The Portuguese President recently applied his veto on 19th April 2023 against the 4th version of the text of the law on “medical assistance in dying” by euthanasia and assisted suicide, which was put to the vote on 31st March 2023.
The new text was intended to address the objections expressed by the constitutional court which in its decision on 30th January 2023 had considered that there was a serious lack of definition concerning the exact field of application of the law. Various interpretations could be made regarding the adopted criteria of suffering – physical, psychological and spiritual – associated by use of the conjunction “and”.
A modified text was therefore submitted to a vote on 31st March 2023: Article 2 provides different definitions of the criteria adopted in order to qualify for “medical assistance in dying”: suffering “resulting from a serious and incurable disease or an extremely severe injury “which is highly invalidating, and which is “of great intensity, persistent, continuous or permanent and considered by the sufferer as unbearable.” The text was also modified concerning the boundaries for qualifying for euthanasia: its practice must be subordinate to assisted suicide as the prime intention. Indeed, article 3 provides that resorting to euthanasia is only authorised if medical assistance in dying is impossible due to the physical incapacity of the patient”.
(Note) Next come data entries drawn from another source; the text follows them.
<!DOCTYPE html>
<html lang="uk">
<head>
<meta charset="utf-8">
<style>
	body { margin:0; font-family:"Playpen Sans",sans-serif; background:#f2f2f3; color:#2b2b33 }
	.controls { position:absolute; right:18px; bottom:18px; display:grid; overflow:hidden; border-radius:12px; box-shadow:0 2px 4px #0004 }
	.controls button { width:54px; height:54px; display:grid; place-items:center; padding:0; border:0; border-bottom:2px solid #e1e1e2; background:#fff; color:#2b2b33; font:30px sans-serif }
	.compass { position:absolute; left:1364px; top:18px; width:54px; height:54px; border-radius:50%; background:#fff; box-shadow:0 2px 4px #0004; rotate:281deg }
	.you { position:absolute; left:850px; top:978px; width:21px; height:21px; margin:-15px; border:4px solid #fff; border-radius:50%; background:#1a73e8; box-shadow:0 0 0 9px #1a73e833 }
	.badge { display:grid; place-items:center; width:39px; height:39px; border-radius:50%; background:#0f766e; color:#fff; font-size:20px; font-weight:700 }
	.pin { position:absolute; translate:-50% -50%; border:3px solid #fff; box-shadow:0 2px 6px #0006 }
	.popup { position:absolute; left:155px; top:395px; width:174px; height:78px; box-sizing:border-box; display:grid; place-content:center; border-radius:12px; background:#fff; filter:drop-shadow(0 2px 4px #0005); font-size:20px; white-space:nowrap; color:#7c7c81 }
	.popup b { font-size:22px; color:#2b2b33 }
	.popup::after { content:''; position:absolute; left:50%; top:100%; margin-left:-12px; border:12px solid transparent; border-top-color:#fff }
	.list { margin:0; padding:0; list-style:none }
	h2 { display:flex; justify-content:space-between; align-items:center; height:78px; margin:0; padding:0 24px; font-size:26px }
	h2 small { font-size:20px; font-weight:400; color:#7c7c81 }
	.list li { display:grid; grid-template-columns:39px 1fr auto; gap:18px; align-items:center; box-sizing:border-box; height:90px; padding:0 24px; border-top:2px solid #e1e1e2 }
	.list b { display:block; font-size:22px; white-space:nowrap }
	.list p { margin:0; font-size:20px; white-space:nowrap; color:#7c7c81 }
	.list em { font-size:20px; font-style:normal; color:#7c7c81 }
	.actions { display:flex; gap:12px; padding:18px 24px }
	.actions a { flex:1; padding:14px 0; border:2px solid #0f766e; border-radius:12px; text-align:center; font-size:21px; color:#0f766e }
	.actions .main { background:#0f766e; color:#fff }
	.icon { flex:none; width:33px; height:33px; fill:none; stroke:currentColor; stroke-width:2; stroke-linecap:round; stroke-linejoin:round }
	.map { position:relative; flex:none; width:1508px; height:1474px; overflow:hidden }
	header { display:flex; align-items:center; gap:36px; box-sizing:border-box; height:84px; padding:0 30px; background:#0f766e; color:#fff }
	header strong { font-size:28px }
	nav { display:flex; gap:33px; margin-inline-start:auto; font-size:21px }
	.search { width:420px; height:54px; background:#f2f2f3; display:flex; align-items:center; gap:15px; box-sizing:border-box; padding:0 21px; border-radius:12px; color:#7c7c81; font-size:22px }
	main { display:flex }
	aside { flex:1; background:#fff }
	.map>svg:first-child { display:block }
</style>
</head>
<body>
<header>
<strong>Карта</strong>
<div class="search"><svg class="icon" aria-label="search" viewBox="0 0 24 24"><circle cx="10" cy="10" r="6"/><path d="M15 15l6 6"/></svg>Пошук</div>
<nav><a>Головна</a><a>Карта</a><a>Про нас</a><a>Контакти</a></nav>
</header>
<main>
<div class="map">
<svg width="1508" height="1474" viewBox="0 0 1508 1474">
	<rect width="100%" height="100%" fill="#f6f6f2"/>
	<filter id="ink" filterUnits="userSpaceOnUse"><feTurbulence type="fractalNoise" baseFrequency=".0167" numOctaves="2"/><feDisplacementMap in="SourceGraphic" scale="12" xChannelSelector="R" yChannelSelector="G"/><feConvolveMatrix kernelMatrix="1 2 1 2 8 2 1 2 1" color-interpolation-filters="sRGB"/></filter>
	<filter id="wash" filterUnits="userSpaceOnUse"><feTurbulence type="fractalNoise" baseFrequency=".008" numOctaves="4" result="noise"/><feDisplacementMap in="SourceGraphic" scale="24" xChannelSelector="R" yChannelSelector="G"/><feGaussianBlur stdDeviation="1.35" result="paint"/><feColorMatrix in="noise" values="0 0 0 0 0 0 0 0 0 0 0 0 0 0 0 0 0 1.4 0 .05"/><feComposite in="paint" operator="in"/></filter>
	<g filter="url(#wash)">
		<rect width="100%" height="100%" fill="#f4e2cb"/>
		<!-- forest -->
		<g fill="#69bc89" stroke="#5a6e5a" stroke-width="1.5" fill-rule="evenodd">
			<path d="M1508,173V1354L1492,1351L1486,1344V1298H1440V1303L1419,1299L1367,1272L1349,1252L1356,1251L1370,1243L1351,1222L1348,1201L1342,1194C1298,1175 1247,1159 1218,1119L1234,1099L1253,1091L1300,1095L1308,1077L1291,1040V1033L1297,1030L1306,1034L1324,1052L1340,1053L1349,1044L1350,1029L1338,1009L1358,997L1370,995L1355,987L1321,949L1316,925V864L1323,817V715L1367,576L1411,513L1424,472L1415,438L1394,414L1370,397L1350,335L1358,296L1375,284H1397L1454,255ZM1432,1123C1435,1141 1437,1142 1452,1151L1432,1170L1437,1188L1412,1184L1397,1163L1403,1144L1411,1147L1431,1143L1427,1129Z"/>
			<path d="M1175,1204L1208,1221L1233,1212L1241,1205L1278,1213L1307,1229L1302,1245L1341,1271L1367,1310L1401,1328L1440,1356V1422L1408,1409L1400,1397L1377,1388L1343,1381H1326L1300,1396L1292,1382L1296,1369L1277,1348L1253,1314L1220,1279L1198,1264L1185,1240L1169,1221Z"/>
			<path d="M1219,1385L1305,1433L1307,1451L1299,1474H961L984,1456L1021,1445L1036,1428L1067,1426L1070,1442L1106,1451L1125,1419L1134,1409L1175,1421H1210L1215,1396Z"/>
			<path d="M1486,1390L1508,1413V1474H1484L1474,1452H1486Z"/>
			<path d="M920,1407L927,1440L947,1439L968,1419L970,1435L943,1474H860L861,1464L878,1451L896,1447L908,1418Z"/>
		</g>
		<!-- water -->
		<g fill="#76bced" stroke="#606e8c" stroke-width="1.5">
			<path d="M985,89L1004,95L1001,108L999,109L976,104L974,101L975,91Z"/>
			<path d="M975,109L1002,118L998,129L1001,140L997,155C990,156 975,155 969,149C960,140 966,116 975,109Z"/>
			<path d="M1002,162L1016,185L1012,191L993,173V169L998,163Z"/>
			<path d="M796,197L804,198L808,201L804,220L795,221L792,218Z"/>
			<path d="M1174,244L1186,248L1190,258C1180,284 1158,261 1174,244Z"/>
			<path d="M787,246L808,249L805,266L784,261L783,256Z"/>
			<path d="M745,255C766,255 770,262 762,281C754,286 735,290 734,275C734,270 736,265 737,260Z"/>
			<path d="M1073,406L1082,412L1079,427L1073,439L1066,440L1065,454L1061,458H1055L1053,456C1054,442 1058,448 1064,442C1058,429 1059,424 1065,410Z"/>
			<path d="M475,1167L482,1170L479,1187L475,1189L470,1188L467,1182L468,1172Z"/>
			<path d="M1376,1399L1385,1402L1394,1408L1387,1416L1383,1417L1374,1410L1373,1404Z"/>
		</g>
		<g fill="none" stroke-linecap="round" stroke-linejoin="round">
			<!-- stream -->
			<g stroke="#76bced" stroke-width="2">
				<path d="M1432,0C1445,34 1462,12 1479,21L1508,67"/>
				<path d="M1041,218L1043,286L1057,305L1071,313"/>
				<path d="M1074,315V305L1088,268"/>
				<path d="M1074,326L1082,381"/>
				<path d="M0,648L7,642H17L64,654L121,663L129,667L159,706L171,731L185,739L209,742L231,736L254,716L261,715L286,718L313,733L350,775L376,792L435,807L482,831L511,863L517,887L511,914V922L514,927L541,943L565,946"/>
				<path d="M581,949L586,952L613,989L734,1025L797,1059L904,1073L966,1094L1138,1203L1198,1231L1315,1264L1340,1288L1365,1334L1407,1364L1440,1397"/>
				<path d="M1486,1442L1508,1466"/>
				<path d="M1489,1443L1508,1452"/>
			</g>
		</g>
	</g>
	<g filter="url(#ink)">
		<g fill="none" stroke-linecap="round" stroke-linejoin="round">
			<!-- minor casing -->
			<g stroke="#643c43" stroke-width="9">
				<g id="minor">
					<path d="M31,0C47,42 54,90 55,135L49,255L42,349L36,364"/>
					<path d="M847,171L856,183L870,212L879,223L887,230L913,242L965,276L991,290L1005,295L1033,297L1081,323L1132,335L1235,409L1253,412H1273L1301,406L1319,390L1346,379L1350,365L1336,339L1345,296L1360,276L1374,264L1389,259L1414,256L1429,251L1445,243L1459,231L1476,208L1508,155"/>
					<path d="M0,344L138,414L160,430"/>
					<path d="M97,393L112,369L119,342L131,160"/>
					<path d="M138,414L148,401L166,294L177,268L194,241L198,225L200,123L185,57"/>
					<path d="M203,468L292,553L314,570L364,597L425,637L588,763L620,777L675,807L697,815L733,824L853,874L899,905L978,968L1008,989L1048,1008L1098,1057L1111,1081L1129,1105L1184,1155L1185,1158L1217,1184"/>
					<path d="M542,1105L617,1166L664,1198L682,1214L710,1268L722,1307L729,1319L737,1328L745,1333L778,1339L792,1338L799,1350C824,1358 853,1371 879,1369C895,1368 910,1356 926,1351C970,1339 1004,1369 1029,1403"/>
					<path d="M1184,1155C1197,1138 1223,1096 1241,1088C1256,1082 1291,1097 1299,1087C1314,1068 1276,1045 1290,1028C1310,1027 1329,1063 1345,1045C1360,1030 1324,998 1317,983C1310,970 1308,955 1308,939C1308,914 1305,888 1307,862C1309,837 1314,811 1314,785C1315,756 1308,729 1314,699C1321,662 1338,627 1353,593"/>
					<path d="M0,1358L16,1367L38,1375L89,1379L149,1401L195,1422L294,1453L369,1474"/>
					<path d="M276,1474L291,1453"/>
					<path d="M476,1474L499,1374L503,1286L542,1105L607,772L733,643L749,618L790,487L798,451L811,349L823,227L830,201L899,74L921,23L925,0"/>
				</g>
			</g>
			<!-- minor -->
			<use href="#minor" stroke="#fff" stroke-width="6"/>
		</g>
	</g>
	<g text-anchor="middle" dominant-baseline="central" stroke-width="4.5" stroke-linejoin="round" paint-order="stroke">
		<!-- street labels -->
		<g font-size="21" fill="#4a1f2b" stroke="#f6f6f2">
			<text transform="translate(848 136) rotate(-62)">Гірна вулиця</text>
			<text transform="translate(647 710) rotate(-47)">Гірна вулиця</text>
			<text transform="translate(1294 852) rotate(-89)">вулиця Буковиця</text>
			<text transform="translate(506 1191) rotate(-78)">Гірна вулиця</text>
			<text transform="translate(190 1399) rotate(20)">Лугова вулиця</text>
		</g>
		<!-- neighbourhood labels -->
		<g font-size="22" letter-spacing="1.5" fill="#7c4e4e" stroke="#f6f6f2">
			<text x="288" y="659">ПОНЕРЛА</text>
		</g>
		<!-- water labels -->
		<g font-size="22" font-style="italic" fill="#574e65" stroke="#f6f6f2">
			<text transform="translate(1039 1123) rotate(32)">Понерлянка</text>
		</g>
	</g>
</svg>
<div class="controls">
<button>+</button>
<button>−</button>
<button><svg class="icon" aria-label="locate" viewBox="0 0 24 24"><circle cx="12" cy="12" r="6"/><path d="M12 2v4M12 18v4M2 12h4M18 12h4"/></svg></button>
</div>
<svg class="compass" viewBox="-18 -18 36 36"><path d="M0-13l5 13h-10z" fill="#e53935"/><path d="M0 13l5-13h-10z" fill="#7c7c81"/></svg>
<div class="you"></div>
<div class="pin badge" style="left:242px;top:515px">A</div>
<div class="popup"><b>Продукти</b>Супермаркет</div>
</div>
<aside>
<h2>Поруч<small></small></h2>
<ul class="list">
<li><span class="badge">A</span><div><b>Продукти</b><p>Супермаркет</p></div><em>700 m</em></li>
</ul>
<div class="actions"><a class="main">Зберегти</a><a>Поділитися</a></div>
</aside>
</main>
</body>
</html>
These provisions introduced by amendments were little discussed and represent a new process in relation to foreign legislations. That is the reason claimed by President Marcelo Rebelo de Sousa to apply his veto which prevented the law from being passed. In view of the extreme sensitivity of these practices which concern life and death, it challenges the lack of precision of the procedures for certifying the patient’s inability to “commit suicide”. The role of doctors in the various situations (euthanasia or assisted suicide) must also be clearly determined, which remains a point of contention.
For the veto to be lifted, the parliament will have to vote again on the text a second time under the same terms. Some members of parliament may however be confused if the law is not more explicit on the points raised by the President. Since the vote on the first law, which was pushed through in 2020, during the full sanitary crisis, voices are being raised to denounce the indecency of legalising euthanasia and assisted suicide in Portugal where palliative care is so seriously under-developed: 70% of Portuguese patients who could usefully benefit from palliative care, do not have access to it.